Он попытался притвориться, что не знает.
– О бога ради, Люк. Не будь наивным, или ты говоришь это ради меня? За агитацию в тюрьмах. Это нарушение твоего соглашения об условном освобождении. Ты не нуждаешься в том, чтобы я тебе это говорила. И я не такая тупая, как ты думаешь.
Она прочитала больше, чем он ожидал. С ней трудно спорить. И она совершенно права.
– Я никогда не думал, что ты тупая, Кассия, – притихшим голосом сказал он. – Но и я не тупой. Я сказал тебе, что они никогда не смогут повесить на меня эту забастовку.
– Откуда ты знаешь? Что, если кто-нибудь из твоих сообщников, с кем ты проделал это, скажет что-нибудь? Что тогда? Что, если какой-нибудь ублюдок не вытерпит и убьет тебя? Какой-нибудь «радикал», как ты их называешь.
– Тогда и будем беспокоиться. Тогда. Не сейчас.
Она замолчала, ее глаза заблестели от слез.
– Прости, Лукас. Но я ничего не могу с собой поделать. Я беспокоюсь.
И она знает, что у нее для этого есть основательные причины. Лукас не собирается оставить свою работу в тюрьмах, и он в опасности. Они оба это знают.
– Послушай, Мама, давай забудем об этом и пойдем поедим.
Он крепко обнял ее обеими руками и поцеловал в глаза и в губы. С него на время хватило серьезных разговоров. Напряжение между ними потихоньку ослабело, но Кассия все равно не смогла преодолеть свой страх. Она поняла, что ведет проигранную битву, надеясь убедить его бросить то, что он делает. Он прирожденный игрок. Ей остается лишь надеяться, что он никогда не проиграет.
Спустя полчаса они спустились вниз.
– Куда мы идем?
– В «Ванесси». Лучшая паста в городе. Ты разве не знаешь Сан-Францико?
– Не очень хорошо. Я бывала здесь ребенком и однажды, лет десять назад, на приеме. Но я мало что видела. Мы где-то обедали в ресторане с полинезийской кухней и жили в отеле на Ноб-Хилл. Я помню канатную дорогу, и это, пожалуй, все. Я с Эдвардом и Тоти.
– Это звучит не слишком интересно. Господи, да ты совсем не знаешь этого города!
– Не знаю. Но теперь я увидела «Ритц», а ты можешь показать мне все остальное.

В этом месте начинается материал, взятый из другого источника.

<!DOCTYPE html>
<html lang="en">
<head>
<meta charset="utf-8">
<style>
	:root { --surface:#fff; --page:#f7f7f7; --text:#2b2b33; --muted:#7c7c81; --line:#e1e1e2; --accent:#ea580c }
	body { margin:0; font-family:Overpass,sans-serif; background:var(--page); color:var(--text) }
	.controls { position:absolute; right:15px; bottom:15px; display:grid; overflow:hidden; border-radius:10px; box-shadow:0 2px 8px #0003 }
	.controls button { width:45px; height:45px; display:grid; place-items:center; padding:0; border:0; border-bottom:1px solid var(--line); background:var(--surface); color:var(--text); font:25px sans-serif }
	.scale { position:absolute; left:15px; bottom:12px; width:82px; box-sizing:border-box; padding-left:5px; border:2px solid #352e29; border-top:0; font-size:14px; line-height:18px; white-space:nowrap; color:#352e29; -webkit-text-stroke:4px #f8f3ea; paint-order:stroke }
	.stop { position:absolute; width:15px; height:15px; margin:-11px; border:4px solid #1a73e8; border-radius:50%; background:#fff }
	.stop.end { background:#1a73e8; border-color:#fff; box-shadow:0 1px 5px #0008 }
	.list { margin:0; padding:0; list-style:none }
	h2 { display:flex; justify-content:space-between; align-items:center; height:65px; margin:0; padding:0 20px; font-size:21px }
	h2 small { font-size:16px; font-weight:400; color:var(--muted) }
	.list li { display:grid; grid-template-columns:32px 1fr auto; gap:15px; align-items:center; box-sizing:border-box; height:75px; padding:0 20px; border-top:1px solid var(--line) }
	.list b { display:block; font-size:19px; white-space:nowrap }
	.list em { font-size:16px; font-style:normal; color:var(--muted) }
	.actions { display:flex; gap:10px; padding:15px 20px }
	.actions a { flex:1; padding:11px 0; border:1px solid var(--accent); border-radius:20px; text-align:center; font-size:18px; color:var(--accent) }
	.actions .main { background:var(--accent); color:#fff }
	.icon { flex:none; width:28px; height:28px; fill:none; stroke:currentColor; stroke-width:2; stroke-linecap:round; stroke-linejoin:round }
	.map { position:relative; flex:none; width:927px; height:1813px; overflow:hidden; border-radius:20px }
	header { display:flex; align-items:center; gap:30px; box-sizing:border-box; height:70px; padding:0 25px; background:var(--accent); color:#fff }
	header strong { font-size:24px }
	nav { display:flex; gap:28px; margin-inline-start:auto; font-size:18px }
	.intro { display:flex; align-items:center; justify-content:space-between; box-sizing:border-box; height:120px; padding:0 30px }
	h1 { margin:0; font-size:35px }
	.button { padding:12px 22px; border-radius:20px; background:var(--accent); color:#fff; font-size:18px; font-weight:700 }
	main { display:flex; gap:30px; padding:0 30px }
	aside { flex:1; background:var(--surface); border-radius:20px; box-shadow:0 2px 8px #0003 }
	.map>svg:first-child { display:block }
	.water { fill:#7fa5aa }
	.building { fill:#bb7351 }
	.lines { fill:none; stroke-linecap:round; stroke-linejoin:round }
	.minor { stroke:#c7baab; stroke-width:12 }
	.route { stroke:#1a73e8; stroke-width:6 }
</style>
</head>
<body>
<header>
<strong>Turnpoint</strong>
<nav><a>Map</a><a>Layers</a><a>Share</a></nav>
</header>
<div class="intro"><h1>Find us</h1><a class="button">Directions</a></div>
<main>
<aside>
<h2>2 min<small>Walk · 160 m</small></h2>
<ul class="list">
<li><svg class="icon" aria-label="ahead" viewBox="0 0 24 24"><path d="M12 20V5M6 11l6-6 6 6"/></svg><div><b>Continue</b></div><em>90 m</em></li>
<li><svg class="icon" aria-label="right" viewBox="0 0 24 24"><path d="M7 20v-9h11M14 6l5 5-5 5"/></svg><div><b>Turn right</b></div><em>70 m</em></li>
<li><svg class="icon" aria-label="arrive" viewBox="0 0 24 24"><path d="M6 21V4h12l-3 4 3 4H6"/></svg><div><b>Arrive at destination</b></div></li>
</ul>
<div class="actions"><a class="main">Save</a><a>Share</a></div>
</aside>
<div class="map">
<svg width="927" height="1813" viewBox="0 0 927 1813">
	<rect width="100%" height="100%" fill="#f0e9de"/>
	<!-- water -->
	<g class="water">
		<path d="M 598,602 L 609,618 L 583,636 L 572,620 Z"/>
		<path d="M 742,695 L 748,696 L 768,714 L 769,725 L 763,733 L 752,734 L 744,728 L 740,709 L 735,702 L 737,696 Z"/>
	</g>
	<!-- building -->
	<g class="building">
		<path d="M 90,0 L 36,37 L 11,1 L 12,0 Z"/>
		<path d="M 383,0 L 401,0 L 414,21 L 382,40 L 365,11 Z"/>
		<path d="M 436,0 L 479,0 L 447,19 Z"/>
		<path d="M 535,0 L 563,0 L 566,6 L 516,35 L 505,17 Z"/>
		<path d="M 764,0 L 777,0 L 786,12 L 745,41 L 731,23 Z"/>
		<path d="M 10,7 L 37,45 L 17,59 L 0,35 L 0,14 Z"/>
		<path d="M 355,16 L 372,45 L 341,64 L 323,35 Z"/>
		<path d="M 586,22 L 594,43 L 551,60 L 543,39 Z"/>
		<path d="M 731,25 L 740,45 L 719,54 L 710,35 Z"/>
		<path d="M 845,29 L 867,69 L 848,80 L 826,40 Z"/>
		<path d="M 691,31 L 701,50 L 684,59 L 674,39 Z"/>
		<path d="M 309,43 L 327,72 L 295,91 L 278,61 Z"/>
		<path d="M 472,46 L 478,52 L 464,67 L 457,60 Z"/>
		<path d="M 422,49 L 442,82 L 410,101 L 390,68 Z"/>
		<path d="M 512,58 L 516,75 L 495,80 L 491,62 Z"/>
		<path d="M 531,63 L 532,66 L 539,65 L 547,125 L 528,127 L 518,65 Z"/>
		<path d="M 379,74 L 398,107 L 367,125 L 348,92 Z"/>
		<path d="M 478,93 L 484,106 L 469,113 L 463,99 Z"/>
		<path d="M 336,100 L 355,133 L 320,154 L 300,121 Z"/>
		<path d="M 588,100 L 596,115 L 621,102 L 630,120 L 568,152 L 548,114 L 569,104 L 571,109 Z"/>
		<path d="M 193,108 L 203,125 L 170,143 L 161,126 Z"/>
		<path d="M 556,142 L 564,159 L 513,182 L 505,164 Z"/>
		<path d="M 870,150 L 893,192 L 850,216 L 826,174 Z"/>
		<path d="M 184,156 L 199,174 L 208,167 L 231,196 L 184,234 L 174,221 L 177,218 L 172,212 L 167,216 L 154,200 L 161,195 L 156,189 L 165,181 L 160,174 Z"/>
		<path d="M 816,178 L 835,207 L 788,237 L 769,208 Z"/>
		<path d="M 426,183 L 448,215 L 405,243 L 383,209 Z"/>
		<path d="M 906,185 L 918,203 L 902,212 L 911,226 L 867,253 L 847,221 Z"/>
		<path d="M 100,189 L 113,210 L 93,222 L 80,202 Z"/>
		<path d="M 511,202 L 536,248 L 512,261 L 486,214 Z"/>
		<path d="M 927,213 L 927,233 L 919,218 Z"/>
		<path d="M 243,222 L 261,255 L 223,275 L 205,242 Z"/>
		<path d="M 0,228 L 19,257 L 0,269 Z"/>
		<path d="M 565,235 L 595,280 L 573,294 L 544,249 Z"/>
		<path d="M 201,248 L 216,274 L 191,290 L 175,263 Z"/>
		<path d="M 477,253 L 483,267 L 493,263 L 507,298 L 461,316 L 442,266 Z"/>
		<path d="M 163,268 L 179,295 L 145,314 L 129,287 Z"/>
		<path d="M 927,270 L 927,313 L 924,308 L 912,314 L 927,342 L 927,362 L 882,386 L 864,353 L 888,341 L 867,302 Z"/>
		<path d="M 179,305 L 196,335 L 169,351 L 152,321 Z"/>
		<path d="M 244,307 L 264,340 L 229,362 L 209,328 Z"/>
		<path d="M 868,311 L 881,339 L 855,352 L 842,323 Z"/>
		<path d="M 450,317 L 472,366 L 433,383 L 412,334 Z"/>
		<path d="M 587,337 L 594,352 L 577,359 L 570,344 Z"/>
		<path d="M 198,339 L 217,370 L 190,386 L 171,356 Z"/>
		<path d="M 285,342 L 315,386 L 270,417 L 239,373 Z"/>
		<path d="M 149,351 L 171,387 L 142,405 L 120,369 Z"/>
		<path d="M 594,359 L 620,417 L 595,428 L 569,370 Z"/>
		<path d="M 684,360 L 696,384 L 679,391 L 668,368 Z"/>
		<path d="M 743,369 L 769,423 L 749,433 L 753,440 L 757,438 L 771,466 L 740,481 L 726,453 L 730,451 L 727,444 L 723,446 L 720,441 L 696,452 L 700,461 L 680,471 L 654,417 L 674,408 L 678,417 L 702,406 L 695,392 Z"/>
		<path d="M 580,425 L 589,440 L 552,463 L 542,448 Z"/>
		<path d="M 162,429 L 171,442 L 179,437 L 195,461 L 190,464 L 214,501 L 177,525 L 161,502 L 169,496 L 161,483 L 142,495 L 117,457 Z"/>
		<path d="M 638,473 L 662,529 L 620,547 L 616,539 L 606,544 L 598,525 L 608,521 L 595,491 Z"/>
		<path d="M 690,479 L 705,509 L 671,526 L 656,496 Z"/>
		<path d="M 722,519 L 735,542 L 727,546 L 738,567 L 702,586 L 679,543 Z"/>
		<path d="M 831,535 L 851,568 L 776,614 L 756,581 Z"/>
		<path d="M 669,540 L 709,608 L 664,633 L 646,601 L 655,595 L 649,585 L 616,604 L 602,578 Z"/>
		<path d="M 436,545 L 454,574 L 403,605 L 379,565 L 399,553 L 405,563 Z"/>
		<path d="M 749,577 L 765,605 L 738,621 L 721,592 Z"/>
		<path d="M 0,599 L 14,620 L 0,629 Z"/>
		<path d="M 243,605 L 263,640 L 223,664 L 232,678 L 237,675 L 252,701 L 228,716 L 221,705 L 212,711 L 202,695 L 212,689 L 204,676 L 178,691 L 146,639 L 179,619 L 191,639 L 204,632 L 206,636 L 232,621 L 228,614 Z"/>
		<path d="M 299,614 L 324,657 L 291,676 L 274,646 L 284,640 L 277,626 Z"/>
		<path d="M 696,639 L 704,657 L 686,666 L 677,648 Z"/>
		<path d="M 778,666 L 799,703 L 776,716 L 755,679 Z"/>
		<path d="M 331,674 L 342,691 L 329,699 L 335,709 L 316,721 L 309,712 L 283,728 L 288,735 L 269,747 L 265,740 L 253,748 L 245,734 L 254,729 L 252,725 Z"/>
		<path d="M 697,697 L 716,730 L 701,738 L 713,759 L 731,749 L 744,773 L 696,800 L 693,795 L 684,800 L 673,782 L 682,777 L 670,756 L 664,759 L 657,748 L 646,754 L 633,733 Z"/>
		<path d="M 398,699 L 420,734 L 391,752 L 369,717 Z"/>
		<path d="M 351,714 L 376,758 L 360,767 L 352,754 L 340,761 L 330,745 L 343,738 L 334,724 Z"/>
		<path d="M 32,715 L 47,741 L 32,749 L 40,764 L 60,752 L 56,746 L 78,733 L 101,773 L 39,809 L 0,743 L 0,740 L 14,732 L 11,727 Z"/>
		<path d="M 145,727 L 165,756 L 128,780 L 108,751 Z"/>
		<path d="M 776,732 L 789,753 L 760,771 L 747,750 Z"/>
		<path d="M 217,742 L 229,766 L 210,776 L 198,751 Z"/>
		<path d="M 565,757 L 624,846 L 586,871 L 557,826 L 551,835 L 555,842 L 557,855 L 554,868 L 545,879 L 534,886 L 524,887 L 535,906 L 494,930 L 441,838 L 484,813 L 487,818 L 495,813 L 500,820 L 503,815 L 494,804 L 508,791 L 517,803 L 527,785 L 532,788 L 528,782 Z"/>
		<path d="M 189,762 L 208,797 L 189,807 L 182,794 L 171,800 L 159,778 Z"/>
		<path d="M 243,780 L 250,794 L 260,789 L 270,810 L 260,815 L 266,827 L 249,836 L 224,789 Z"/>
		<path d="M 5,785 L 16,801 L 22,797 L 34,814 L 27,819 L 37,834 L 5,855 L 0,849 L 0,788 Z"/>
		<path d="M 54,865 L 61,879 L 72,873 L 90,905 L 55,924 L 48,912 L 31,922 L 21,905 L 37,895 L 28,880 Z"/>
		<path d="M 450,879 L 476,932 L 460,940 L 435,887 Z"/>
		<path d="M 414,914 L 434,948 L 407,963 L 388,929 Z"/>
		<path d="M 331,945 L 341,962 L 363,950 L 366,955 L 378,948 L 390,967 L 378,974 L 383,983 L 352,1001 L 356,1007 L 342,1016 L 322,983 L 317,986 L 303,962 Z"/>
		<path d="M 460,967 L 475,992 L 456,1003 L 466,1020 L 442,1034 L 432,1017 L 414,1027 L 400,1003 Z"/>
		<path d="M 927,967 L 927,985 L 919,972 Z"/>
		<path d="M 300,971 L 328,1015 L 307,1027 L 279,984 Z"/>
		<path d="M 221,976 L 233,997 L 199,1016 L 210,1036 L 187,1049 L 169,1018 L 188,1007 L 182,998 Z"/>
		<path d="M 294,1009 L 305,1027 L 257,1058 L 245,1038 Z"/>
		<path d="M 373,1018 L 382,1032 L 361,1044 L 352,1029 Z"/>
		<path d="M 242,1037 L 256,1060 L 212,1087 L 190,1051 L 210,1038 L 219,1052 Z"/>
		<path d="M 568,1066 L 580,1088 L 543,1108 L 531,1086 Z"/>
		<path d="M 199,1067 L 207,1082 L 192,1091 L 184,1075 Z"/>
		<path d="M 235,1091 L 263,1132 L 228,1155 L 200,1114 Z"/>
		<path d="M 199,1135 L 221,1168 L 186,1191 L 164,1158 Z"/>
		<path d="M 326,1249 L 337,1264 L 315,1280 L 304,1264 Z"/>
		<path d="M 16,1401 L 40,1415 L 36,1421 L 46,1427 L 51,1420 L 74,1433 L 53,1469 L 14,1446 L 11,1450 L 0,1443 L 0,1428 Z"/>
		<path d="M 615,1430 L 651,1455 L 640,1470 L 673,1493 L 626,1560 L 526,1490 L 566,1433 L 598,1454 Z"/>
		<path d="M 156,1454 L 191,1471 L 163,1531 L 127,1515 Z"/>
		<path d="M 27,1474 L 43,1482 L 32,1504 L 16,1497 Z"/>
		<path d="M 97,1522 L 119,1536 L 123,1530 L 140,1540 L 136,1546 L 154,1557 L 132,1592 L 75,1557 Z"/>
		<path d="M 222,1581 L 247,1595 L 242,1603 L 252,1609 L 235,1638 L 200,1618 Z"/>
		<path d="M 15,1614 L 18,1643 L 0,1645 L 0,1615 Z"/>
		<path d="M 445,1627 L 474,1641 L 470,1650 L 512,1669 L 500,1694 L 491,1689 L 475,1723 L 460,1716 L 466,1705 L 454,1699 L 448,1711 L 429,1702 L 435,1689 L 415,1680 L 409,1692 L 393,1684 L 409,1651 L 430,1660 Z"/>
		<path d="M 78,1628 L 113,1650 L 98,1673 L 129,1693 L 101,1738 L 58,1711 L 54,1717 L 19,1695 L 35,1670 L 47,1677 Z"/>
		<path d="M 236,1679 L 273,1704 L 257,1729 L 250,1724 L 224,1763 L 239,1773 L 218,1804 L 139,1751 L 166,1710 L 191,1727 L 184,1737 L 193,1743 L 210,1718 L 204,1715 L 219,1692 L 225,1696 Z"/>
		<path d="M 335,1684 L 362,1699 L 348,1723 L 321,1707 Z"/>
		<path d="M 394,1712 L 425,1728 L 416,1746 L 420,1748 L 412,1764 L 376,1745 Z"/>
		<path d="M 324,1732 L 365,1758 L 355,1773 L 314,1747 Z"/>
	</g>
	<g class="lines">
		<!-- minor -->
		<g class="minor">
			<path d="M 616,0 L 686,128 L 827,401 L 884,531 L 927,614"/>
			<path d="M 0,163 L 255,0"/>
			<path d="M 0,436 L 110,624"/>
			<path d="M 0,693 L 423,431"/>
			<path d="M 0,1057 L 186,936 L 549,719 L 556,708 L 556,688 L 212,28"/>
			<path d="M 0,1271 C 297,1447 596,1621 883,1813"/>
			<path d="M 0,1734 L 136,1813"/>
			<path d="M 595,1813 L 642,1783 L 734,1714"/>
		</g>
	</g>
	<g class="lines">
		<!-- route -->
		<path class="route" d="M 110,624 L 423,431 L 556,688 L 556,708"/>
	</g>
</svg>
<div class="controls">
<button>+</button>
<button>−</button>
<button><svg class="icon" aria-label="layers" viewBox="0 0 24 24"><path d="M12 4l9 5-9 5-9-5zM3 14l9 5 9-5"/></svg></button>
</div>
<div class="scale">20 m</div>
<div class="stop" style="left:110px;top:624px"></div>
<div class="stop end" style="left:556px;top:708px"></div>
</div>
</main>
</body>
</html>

Она пожала его руку, и они обменялись умиротворенными улыбками.
Ресторан «Ванесси» был заполнен до отказа, даже в десять часов вечера. Художники, писатели, газетчики, политики, дебютантки и посетители театров. Толпа представляла собой сборище всех слоев общества, которых можно встретить в городе. И Лукас оказался прав. Пасту здесь готовили великолепно. Кассия выбрала ньокки, Люк – феттучини, а на десерт они заказали незабываемый забальоне.
Кассия откинулась на стуле, держа в руках чашку с эспрессо, и лениво огляделась вокруг.
– Знаешь, это напоминает мне «Джино» в Нью-Йорке, только здесь лучше.
– В Сан-Франциско все лучше. Я влюблен в этот город.
Она улыбнулась ему и сделала глоток горячего кофе.